• **What you are asked to do**
The data must be transcribed exactly, with no line missing.

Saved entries
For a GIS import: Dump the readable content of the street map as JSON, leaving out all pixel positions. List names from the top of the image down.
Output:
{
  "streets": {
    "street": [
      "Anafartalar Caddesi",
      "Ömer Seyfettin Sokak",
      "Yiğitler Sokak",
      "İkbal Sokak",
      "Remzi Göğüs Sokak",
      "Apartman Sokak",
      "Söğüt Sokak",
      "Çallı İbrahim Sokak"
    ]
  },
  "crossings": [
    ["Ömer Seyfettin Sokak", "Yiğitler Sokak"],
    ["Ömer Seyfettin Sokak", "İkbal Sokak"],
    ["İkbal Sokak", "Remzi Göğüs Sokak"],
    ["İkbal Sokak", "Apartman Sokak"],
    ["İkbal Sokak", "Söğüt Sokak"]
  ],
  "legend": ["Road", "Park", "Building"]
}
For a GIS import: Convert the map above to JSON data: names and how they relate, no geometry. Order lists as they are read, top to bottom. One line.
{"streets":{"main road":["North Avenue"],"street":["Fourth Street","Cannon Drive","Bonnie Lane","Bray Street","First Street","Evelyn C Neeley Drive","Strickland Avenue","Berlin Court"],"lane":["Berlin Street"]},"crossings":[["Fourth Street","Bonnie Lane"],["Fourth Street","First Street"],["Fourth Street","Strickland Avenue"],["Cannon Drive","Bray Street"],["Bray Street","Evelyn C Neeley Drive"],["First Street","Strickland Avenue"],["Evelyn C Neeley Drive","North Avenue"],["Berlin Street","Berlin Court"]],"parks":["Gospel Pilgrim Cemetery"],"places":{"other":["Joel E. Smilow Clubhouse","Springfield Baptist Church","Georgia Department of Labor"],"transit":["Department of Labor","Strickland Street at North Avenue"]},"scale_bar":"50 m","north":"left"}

• **Written answer**
For a GIS import: Dump the readable content of the street map as JSON, leaving out all pixel positions. List names from the top of the image down.
Output:
{
  "streets": {
    "street": [
      "Anafartalar Caddesi",
      "Ömer Seyfettin Sokak",
      "Yiğitler Sokak",
      "İkbal Sokak",
      "Remzi Göğüs Sokak",
      "Apartman Sokak",
      "Söğüt Sokak",
      "Çallı İbrahim Sokak"
    ]
  },
  "crossings": [
    ["Ömer Seyfettin Sokak", "Yiğitler Sokak"],
    ["Ömer Seyfettin Sokak", "İkbal Sokak"],
    ["İkbal Sokak", "Remzi Göğüs Sokak"],
    ["İkbal Sokak", "Apartman Sokak"],
    ["İkbal Sokak", "Söğüt Sokak"]
  ],
  "legend": ["Road", "Park", "Building"]
}
For a GIS import: Convert the map above to JSON data: names and how they relate, no geometry. Order lists as they are read, top to bottom. One line.
{"streets":{"main road":["North Avenue"],"street":["Fourth Street","Cannon Drive","Bonnie Lane","Bray Street","First Street","Evelyn C Neeley Drive","Strickland Avenue","Berlin Court"],"lane":["Berlin Street"]},"crossings":[["Fourth Street","Bonnie Lane"],["Fourth Street","First Street"],["Fourth Street","Strickland Avenue"],["Cannon Drive","Bray Street"],["Bray Street","Evelyn C Neeley Drive"],["First Street","Strickland Avenue"],["Evelyn C Neeley Drive","North Avenue"],["Berlin Street","Berlin Court"]],"parks":["Gospel Pilgrim Cemetery"],"places":{"other":["Joel E. Smilow Clubhouse","Springfield Baptist Church","Georgia Department of Labor"],"transit":["Department of Labor","Strickland Street at North Avenue"]},"scale_bar":"50 m","north":"left"}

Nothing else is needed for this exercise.